** Opening Material provided block **

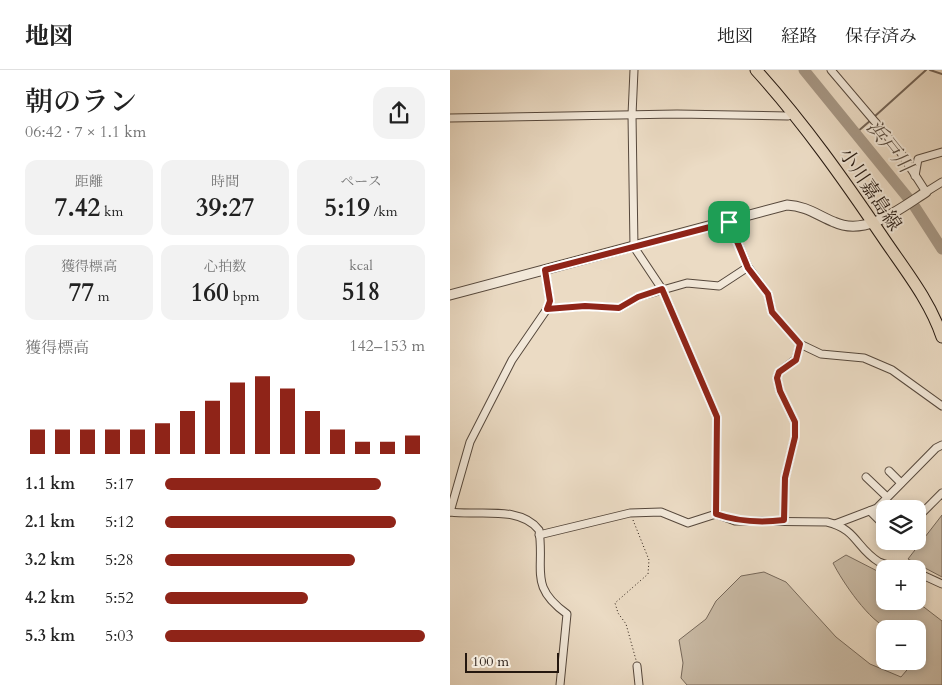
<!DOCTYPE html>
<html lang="ja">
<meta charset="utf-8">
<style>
:root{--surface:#fff;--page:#f2f2f2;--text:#222;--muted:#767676;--line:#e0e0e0;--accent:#8f2418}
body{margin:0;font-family:Cardo,"Noto Serif JP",serif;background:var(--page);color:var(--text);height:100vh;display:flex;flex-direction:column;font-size:19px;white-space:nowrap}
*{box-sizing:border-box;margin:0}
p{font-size:16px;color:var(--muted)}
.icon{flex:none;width:28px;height:28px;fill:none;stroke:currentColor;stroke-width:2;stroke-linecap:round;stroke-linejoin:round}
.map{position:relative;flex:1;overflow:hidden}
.sheet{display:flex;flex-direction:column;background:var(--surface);width:450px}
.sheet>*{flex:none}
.controls{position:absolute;left:426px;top:430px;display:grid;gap:10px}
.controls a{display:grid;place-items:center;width:50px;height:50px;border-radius:10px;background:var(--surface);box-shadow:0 2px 8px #0003;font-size:25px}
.scale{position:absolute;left:15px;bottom:12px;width:94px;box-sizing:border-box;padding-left:5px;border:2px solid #24170f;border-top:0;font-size:14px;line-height:18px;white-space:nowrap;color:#24170f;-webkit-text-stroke:4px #f2e8d9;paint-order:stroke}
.pin{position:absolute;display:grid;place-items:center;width:42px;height:42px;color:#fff;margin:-21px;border-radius:10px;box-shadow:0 2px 8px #0006}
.round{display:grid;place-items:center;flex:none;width:52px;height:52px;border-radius:15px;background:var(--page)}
.headline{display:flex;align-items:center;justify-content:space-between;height:85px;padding:0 25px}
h1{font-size:28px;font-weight:600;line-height:38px}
.figures{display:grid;grid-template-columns:repeat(3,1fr);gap:8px;height:85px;padding:5px 25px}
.figures div{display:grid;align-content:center;border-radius:12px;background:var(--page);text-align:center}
.figures b{font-size:25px;font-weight:600}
.figures small{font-size:14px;font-weight:400}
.figures p{font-size:14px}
.chart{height:140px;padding:10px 25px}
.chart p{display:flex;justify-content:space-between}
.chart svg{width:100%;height:90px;margin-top:5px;stroke:var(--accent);stroke-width:6}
ul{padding:0 25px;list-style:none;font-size:16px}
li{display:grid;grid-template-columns:80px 60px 1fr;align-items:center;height:38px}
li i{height:12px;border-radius:6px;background:var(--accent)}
header{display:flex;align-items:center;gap:30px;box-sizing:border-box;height:70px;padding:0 25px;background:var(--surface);border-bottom:1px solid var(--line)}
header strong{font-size:24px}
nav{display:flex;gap:28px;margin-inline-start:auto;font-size:18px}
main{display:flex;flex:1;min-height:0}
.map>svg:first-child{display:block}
</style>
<header>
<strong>地図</strong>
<nav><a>地図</a><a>経路</a><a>保存済み</a></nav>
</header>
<main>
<section class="sheet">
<div class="headline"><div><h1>朝のラン</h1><p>06:42 · 7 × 1.1 km</p></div><a class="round"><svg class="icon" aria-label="share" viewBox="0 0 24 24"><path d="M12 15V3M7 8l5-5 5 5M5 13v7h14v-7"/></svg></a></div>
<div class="figures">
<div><p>距離</p><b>7.42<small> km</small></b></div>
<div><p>時間</p><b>39:27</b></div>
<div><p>ペース</p><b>5:19<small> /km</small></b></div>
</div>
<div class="figures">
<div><p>獲得標高</p><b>77<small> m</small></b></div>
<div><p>心拍数</p><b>160<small> bpm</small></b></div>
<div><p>kcal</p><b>518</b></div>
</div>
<div class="chart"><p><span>獲得標高</span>142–153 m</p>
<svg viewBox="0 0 160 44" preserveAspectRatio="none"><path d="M5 44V32M15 44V32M25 44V32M35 44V32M45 44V32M55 44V29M65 44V23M75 44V18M85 44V9M95 44V6M105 44V12M115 44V23M125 44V32M135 44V38M145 44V38M155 44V35"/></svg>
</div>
<ul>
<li><b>1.1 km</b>5:17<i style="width:83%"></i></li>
<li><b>2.1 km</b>5:12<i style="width:89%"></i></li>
<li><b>3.2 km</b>5:28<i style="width:73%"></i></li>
<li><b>4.2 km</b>5:52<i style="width:55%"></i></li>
<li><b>5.3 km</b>5:03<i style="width:100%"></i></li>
</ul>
</section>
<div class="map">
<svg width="492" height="615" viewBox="0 0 492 615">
<rect width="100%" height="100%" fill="#ebdbc4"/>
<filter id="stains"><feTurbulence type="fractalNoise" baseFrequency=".004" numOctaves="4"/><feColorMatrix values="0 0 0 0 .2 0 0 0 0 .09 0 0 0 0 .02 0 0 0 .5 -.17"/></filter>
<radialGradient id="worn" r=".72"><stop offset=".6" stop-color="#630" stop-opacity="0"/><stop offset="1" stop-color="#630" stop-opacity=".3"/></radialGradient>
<g fill="#c9baa5" stroke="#76685a">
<polygon points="492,445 492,507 458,489"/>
<path d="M396 485 435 505V531H466L492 551V615H237L231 608 233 593 229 570 256 549 266 531 291 506 314 502 336 512 386 567 420 594 451 607 462 594V591H468V559C459 559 447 561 440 559 420 553 392 511 383 493Z"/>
</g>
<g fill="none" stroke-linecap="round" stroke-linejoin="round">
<g stroke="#736456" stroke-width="2">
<polyline points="480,0 492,4"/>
<polyline points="424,47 476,0"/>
<polyline points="406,63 421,50"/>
</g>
<polyline stroke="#a79886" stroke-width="11" points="354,0 463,134 492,179"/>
<g stroke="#56483c" stroke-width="9">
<g id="minor">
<polyline points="184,0 182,45 184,177 212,219 267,347 266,444"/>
<polyline points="381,0 449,80 476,122 492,112"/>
<polyline points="0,48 227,44 338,46 344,42"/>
<polyline points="465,106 468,89 492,82"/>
<polyline points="279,152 298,197 318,224 322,242 350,274 371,284 414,288 442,300 492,336"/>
<polyline points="97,239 135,236 169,238 188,227 237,213 269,216 298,197"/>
<polyline points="439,401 451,413"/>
<polyline points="416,407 437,427"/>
<polyline points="420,441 435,456"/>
<polyline points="0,442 20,372 62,290 97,239 100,231 95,200"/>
<path d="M0 442C27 446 70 435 89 460 95 500 78 516 117 544L110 615"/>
<polyline points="468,447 492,423"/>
<polyline points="334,451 335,408 345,367 345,352 330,321 327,308 329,302 346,289 350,274"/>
<polyline points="385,454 427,438 486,378 492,375"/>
<path d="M89 465 180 443 211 442 238 453 266 444 285 451 377 452C407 459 406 478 429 492 436 495 444 497 452 499"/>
<polyline points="468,503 492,514"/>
<polyline points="187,596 189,615"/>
</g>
</g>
<g stroke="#56483c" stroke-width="11">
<path id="tertiary" d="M0 225 337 135C356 136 367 145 384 152 416 167 451 138 476 122"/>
</g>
<g stroke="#24170f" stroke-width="13">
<path id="primary" d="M306 0C354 53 394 110 434 169 455 200 480 231 492 267"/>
</g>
<polyline stroke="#24170f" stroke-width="1" stroke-dasharray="1 2.5" stroke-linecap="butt" points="183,450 199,490 198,504 165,533 168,543 176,554 186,590"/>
<use href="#minor" stroke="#f2e8d9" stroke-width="7"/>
<use href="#tertiary" stroke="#f2e8d9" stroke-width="9"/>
<use href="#primary" stroke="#ebdbc4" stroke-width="11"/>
</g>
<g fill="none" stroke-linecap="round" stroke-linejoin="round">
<g stroke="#fff" stroke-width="10">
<path id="route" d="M279 152 298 198 318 224 322 242 350 274 346 290 329 302 327 308 330 321 345 352V367L335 408 334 450C310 453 289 452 266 444L267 347 212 219 188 227 169 238 135 236 97 239 100 231 95 200Z"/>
</g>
<use href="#route" stroke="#8f2418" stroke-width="6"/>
</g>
<g text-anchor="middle" stroke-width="4" stroke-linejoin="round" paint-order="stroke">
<g font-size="19" fill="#24170f" stroke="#f2e8d9">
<text transform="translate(421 119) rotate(56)" y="7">小川嘉島線</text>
</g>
<g font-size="20" font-style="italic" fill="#584b3f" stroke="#f2e8d9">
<text transform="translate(440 76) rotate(51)" y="7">浜戸川</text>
</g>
</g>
<rect width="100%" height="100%" filter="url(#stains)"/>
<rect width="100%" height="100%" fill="url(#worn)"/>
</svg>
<div class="controls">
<a><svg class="icon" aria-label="layers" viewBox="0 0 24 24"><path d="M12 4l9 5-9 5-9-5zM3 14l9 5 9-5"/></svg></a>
<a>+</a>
<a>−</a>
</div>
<div class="scale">100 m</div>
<div class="pin" style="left:279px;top:152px;background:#1e9e55"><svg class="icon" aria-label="arrive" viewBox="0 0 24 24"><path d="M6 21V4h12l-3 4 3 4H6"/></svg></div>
</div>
</main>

** Closing Material provided block **

**Exercise brief**
Report each line in the preceding entries that holds the string "shadow".

**Answer space**
.controls a{display:grid;place-items:center;width:50px;height:50px;border-radius:10px;background:var(--surface);box-shadow:0 2px 8px #0003;font-size:25px}
.pin{position:absolute;display:grid;place-items:center;width:42px;height:42px;color:#fff;margin:-21px;border-radius:10px;box-shadow:0 2px 8px #0006}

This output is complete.